── Entries provided
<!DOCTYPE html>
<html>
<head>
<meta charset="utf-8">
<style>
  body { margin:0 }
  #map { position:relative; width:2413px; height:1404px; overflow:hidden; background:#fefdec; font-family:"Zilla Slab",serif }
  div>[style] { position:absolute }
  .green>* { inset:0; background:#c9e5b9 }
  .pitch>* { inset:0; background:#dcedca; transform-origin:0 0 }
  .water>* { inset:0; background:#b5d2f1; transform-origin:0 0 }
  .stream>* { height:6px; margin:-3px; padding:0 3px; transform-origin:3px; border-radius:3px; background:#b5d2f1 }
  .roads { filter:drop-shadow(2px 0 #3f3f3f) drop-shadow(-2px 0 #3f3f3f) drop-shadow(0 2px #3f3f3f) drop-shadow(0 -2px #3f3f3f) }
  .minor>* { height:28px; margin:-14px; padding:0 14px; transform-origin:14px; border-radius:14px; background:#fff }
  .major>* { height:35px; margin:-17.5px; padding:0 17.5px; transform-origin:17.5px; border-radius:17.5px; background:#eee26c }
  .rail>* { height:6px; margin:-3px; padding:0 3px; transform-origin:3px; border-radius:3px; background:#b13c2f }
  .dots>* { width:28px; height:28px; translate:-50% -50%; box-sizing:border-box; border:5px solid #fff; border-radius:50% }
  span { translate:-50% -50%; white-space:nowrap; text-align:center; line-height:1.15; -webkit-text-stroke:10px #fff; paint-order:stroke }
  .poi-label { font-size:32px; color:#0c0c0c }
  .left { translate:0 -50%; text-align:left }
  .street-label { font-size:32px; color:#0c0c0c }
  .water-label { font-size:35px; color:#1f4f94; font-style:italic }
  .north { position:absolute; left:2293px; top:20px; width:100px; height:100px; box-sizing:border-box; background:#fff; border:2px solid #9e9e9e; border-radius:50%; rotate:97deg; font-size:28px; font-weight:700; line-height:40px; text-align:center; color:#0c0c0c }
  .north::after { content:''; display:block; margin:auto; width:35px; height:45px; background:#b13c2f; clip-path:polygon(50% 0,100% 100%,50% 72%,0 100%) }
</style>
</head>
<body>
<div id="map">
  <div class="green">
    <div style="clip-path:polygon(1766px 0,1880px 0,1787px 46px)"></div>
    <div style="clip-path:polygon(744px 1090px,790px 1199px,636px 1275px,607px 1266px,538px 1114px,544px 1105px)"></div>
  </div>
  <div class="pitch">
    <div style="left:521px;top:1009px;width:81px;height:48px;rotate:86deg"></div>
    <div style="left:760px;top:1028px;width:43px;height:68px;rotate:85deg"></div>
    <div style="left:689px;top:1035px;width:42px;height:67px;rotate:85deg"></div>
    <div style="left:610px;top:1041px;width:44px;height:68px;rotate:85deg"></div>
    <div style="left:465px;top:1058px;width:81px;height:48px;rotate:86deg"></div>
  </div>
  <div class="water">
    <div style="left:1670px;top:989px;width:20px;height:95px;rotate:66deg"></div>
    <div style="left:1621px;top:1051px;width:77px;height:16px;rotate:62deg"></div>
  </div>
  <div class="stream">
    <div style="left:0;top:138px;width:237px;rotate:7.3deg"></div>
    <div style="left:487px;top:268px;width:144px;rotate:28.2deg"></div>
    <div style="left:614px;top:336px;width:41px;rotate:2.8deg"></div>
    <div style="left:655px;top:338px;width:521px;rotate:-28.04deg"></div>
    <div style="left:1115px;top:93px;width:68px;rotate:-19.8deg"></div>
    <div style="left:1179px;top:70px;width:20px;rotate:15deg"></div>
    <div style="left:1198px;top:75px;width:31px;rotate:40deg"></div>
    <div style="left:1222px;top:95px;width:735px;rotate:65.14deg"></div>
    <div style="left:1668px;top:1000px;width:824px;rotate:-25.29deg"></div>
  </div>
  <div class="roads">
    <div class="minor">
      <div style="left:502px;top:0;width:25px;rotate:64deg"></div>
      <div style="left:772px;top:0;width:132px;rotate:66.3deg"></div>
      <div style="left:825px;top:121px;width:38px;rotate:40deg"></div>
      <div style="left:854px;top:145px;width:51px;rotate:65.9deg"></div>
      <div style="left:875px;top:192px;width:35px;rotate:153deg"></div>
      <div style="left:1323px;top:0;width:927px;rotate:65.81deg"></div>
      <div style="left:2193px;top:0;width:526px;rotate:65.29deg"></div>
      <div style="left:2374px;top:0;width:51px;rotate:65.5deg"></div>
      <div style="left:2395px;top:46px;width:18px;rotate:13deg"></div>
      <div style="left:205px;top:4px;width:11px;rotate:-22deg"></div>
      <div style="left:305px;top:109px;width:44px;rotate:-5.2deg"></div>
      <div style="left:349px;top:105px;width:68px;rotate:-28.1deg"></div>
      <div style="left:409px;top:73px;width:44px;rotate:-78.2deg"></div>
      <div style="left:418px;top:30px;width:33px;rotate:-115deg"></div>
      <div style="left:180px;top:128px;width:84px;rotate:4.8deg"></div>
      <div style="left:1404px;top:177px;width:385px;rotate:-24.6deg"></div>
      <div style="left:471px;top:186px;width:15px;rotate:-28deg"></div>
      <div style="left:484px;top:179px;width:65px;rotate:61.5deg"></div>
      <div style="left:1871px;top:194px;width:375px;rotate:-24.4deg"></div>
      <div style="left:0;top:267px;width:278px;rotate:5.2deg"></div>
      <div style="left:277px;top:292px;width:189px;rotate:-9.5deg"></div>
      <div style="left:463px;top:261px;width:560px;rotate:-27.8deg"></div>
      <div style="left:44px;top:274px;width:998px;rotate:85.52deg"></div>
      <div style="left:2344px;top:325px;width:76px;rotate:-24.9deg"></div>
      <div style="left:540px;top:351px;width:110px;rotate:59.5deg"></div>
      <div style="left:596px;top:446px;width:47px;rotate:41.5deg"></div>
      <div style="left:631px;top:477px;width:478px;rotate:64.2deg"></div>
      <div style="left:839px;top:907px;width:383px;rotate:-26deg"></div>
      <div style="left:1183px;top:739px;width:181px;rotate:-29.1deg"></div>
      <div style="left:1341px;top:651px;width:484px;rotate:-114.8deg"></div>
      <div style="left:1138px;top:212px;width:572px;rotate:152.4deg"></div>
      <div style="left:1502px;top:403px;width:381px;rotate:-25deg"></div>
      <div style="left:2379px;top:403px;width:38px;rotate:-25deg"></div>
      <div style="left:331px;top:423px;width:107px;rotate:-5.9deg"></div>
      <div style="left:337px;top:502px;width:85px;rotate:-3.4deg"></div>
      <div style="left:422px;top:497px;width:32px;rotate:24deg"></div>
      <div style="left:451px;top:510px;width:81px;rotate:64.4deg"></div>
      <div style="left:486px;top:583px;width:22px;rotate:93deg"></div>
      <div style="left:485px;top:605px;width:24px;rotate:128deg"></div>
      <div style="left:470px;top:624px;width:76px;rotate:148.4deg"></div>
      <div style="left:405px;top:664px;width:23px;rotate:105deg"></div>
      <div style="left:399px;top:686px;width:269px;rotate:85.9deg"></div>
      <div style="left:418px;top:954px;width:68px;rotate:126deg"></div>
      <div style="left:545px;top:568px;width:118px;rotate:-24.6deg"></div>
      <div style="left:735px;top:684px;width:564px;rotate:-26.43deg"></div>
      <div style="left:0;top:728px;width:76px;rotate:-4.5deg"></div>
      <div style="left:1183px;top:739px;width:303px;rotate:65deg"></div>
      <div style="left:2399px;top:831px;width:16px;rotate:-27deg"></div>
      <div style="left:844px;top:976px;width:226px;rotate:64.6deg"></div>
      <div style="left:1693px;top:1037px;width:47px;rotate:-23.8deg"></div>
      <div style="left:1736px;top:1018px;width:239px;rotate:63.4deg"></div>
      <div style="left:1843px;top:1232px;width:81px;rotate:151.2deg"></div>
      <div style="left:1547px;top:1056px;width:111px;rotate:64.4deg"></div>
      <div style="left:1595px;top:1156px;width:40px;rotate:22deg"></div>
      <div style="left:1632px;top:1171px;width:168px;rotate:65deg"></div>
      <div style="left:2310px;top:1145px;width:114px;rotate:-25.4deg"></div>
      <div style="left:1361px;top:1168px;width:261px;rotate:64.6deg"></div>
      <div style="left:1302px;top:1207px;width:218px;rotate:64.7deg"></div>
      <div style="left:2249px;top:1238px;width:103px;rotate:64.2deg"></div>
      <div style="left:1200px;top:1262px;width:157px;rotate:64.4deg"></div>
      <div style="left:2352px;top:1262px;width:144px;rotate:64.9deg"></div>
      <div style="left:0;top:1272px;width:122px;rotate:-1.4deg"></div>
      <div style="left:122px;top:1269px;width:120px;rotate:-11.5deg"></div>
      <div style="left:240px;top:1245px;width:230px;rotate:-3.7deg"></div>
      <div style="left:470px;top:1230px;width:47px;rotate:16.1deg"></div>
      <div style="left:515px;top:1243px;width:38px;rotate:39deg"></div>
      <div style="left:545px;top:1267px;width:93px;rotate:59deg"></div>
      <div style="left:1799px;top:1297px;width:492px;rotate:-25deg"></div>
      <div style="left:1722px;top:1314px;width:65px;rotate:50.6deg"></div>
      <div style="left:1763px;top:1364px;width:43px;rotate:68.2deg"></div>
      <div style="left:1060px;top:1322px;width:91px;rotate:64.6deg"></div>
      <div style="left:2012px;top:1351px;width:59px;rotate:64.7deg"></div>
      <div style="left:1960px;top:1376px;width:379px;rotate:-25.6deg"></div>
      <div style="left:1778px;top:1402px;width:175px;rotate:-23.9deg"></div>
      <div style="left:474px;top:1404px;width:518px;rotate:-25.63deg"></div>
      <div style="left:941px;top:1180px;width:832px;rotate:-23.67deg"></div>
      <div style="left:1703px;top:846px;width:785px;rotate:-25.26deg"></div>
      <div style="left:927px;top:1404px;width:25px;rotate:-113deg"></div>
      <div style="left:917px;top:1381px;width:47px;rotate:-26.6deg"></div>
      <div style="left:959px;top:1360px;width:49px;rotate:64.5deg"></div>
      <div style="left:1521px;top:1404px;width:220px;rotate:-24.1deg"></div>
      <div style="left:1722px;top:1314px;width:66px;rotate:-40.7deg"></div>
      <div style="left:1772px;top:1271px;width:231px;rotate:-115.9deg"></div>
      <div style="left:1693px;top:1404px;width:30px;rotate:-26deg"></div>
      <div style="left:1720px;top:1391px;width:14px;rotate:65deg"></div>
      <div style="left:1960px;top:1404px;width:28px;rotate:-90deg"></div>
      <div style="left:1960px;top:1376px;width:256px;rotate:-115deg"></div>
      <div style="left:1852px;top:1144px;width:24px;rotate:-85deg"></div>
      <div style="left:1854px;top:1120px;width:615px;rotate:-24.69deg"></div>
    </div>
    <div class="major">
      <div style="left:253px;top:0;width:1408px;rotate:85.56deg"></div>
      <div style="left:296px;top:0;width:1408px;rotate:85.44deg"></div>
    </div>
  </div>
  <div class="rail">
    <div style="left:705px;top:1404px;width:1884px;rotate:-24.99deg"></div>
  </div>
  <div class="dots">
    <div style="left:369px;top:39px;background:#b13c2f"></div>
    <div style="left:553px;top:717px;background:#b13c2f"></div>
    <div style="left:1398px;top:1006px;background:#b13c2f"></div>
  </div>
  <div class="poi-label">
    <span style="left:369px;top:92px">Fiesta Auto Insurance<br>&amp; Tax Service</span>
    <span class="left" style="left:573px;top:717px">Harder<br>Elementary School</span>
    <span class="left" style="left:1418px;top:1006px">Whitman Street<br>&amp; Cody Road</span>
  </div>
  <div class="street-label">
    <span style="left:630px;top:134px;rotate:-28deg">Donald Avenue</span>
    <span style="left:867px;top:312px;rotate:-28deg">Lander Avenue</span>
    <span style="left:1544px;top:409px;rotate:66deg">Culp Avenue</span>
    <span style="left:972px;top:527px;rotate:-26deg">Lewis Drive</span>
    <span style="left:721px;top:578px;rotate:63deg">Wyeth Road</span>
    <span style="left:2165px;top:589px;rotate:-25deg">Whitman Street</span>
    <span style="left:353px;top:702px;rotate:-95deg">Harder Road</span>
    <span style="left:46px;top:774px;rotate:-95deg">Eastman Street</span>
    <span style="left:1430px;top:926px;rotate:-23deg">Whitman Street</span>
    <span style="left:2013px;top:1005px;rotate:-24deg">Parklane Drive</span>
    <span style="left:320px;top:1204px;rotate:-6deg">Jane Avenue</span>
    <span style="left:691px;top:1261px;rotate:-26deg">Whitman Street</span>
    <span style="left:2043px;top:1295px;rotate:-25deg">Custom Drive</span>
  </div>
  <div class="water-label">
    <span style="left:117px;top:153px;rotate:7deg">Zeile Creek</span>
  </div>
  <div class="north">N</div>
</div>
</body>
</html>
────
Up to and including the line that contains "filter:drop-shadow(2px 0 #3f3f3f)", restate word for word every line of the entries, starting from the first.

Response area:
<!DOCTYPE html>
<html>
<head>
<meta charset="utf-8">
<style>
  body { margin:0 }
  #map { position:relative; width:2413px; height:1404px; overflow:hidden; background:#fefdec; font-family:"Zilla Slab",serif }
  div>[style] { position:absolute }
  .green>* { inset:0; background:#c9e5b9 }
  .pitch>* { inset:0; background:#dcedca; transform-origin:0 0 }
  .water>* { inset:0; background:#b5d2f1; transform-origin:0 0 }
  .stream>* { height:6px; margin:-3px; padding:0 3px; transform-origin:3px; border-radius:3px; background:#b5d2f1 }
  .roads { filter:drop-shadow(2px 0 #3f3f3f) drop-shadow(-2px 0 #3f3f3f) drop-shadow(0 2px #3f3f3f) drop-shadow(0 -2px #3f3f3f) }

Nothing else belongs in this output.